Это тем удивительнее, что его ближайшие сотрудники и идейные единомышленники внимательно следят за умственной жизнью Запада. Страхов помещает в журналах Достоевского переводы из Ренана, Тэна, Милля, Куно-Фишера; Серов приводит «гениальные слова» Рихарда Вагнера из его «Kunstwerk der Zukunft» о перерождении симфонии и слиянии всех искусств в музыкальной драме; Аполлон Григорьев признает Ренана «глубоким и самостоятельнейшим мыслителем»;
И только в писаниях самого Достоевского мы не находим отзвуков на все эти голоса. В его журнальных и газетных статьях, среди рассуждений о восточном вопросе и Анне Карениной, о речах Спасовича и молитвах великого Гете, о «Бурлаках» Репина и «Псаломщиках» Маковского, об орлеанистах, бонапартистах, иезуитах, спиритах и штунде, мы почти ни слова не находим о современном европейском творчестве.

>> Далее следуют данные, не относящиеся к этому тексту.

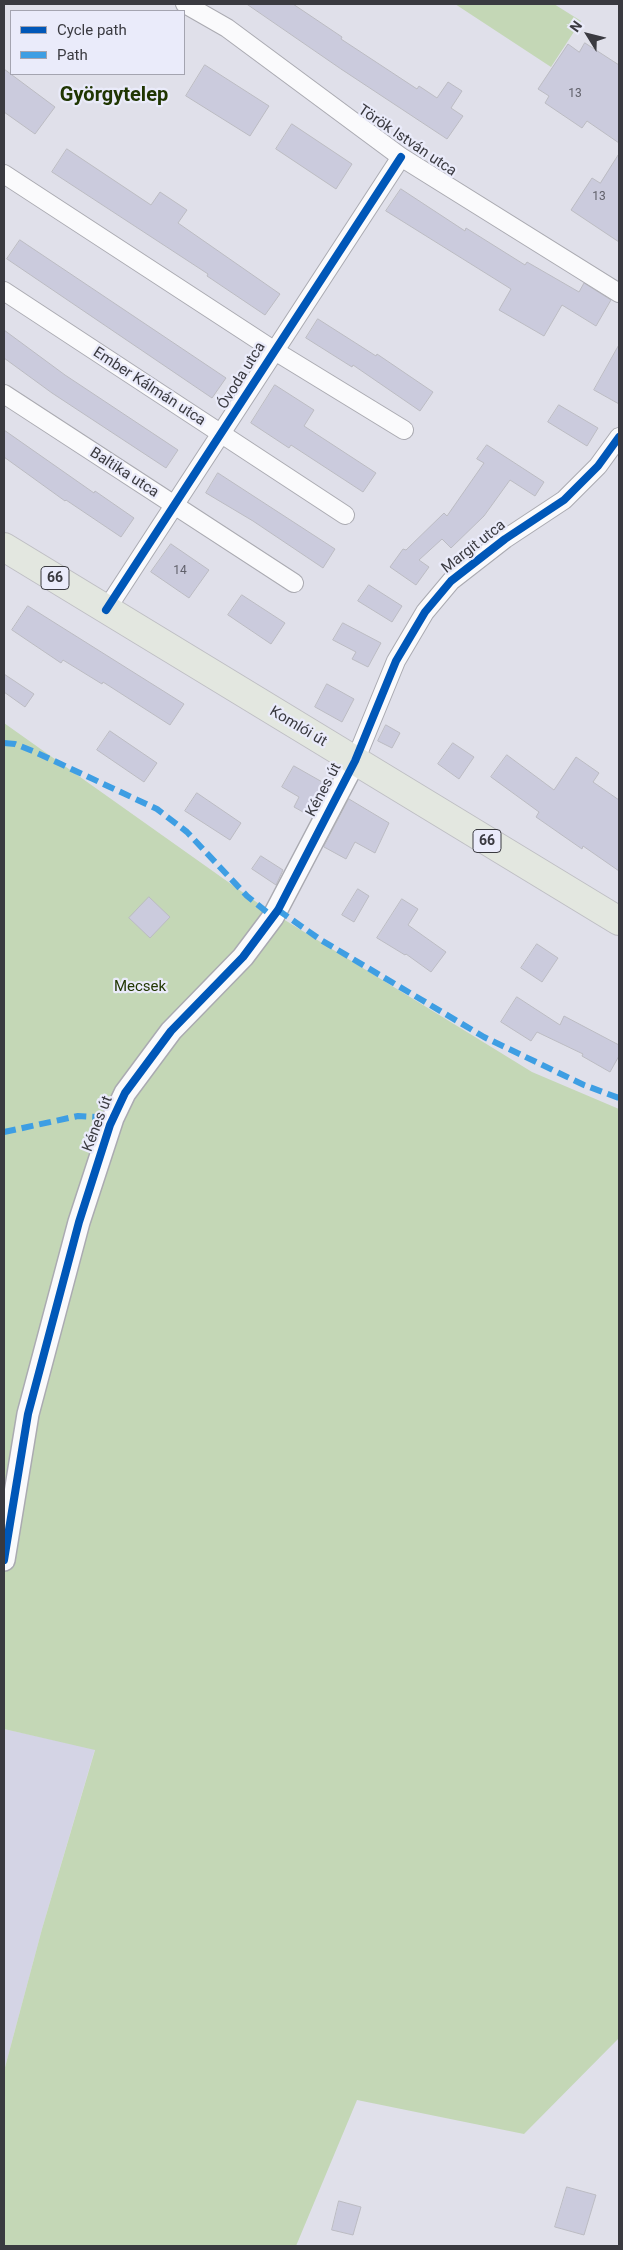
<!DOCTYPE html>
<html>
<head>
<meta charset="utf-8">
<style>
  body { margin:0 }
  #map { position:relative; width:623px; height:2250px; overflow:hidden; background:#e0e0ea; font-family:Roboto,sans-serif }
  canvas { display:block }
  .frame { position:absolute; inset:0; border:5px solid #3a3a40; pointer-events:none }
  .legend { position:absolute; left:10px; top:10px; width:175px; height:65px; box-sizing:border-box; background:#eaebfa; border:1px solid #a4a4b0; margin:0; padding:6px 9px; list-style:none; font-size:15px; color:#3a3a40 }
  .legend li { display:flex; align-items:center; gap:10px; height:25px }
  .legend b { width:25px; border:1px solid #a4a4b0 }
  .north { position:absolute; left:563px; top:10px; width:50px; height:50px; -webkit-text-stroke:4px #eaebfa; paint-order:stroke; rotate:306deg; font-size:14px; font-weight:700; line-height:20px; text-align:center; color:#3a3a40 }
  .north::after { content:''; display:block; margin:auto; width:18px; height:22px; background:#3a3a40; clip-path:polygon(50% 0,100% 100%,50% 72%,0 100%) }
</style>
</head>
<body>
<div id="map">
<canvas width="623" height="2250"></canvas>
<div class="frame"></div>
<ul class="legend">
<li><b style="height:6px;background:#0057b8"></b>Cycle path</li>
<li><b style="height:6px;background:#3e9ee3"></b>Path</li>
</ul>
<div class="north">N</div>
</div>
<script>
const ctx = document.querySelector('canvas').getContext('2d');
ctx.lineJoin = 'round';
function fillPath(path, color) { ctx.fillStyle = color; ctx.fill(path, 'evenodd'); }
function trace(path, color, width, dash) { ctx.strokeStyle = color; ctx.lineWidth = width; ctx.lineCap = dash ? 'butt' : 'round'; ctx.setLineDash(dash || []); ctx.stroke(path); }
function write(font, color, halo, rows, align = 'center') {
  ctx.font = font + ' Roboto,sans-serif'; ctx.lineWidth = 4.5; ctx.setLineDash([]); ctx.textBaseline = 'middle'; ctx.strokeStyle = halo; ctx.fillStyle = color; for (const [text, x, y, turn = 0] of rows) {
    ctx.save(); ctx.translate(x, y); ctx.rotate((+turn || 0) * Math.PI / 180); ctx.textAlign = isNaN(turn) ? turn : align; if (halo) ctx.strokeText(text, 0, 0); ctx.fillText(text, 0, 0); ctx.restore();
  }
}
const built = new Path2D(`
  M4,1729L95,1749L42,1929L4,2071Z`);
const green = new Path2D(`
  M455,4H554L581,21L551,67Z
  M4,723L262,906L532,1072L619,1109V2038L524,2134L357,2100L296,2246H4V2071L42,1929L95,1750L4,1729Z`);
const building = new Path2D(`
  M247,4H293L342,37L341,39L417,89L419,86L437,98L448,82L462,91L451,108L463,116L447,139L341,69Z
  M585,43L619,65V143L587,121L582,128L545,103L549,96L538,89L568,44L579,52Z
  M205,65L269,106L250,136L186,96Z
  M4,69L55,107L35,134L4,112Z
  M292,124L352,164L336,189L276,149Z
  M67,149L151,205L160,192L187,210L178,223L280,294L265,315L207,276L208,274L52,172Z
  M619,154V242L571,210L592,178L600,183Z
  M401,189L465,231L466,228L525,265L527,262L579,292L584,283L611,300L596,326L562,305L544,336L499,310L511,289L386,211Z
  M20,240L226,378L212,398L7,259Z
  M318,319L376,356L377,354L433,392L420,411L353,365L352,367L306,338Z
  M4,330L65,375L178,450L166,468L52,393L4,358Z
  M619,345V404L594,390Z
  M275,385L314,410L304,426L376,473L363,492L291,445L289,448L251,423Z
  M559,405L598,428L587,446L548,422Z
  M4,430L94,493L95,491L134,518L121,537L66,500L65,501L4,457Z
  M487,445L544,482L535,496L510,480L484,516L451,548L442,539L419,560L429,567L416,585L390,567L403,549L406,550L444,513L447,516L484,463L477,459Z
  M218,473L335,549L323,568L253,521L206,493Z
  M171,544L209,570L189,598L151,572Z
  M369,585L402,606L392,622L358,601Z
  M242,595L285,623L271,644L228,615Z
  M28,606L184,704L170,725L103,682L102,684L63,660L61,663L12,630Z
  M343,623L381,643L368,667L352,659L356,652L333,640Z
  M4,674L34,694L25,707L4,692Z
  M327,684L354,699L342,722L315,707Z
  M386,725L400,733L392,748L378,741Z
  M110,731L157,763L144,782L97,750Z
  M453,743L474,757L459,779L438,764Z
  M507,755L554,790L576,757L599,773L593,782L619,800V871L583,846L582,849L536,817L539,812L491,777Z
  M294,766L324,783L312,805L318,804L312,817L294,807L299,797L282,787Z
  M197,793L241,823L230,840L185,811Z
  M349,799L389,823L375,853L355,842L346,859L324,847Z
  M261,856L283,870L276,885L252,869Z
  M358,889L369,896L354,922L342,915Z
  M149,897L170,917L150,938L129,918Z
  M402,899L418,909L408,925L446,952L431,972L406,954L405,955L377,938Z
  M537,944L558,958L542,982L521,968Z
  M517,997L560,1025L564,1016L619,1045V1056L610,1072L582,1056L583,1054L537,1032L531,1041L501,1022Z
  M567,2187L596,2195L584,2235L555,2227Z
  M339,2201L361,2207L353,2235L332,2230Z`);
const minor = new Path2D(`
  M185,4L227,28L401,157L619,293
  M4,174L275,351L404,430
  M4,291L345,515
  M4,394L294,583
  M106,610L401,157
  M355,761L396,661L425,612L451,581L505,539L564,500L598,466L619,437`);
const tertiary = new Path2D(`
  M4,1560L28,1414L79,1222L113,1118L125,1093L171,1031L243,957L273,917L355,761`);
const primary = new Path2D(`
  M4,547L619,921`);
const quiet = new Path2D(`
  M4,743L15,744L35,752L157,809L187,832L247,896L273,917
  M278,910L321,940L484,1037L584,1085L619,1098
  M4,1132L78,1116L113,1118`);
const cycleway = new Path2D(`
  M106,610L401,157
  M4,1560L28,1414L79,1222L110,1125L125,1093L171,1031L243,957L278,910L355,761L396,661L425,612L451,581L505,539L564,500L598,466L619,437`);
const numberNames = [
  ["13",575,94],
  ["13",599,197],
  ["14",180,571]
];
const shields = [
  [55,578,28],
  [487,841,28]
];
const shieldNames = [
  ["66",55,578],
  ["66",487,841]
];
const streetNames = [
  ["Török István utca",407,141,34],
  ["Óvoda utca",242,376,-58],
  ["Ember Kálmán utca",149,387,33],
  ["Baltika utca",124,473,33],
  ["Margit utca",474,547,-38],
  ["Komlói út",298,727,31],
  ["Kénes út",324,790,-62],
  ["Kénes út",98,1124,-69]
];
const parkNames = [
  ["Mecsek",140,987]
];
const districtNames = [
  ["Györgytelep",114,96]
];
fillPath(built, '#d4d4e5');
fillPath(green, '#c4d7b6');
fillPath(building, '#cbcbdd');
trace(building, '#bbbbc2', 1);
trace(minor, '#aaaab1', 20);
trace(tertiary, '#aaaab1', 24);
trace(primary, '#bebec3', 30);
trace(minor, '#fafafc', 18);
trace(tertiary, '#fafafc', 21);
trace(primary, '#e3e7e0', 28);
trace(quiet, '#3e9ee3', 6, [12, 6]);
trace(cycleway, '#0057b8', 8);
write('12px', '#60606a', null, numberNames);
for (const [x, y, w] of shields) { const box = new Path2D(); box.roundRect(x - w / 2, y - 11.5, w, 23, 4); ctx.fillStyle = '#eaebfa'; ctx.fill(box); trace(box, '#3a3a40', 1); }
write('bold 14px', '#3a3a40', null, shieldNames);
write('15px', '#3a3a40', '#eaebfa', streetNames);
write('15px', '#223803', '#eaebfa', parkNames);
write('bold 20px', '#203602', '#eaebfa', districtNames);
</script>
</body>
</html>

По «Дневнику писателя» можно было бы предположить, что в Европе вымерло все поколение поэтов, философов, художников, музыкантов и остались в ней одни только маршалы Мак-Магоны и лорды Биконсфильды. О них Достоевский пишет подробно и многословно, угрожая и негодуя, оспаривая и возмущаясь. Воюя с дипломатами и генералами, он свергает режимы, восстанавливает династии, раскрывает заговоры, предостерегает и казнит. Он оставил любопытные страницы мистической публицистики, в которой обычный газетный материал толкуется в библейском тоне и темы передовиц вздернуты до ювеналовского пафоса.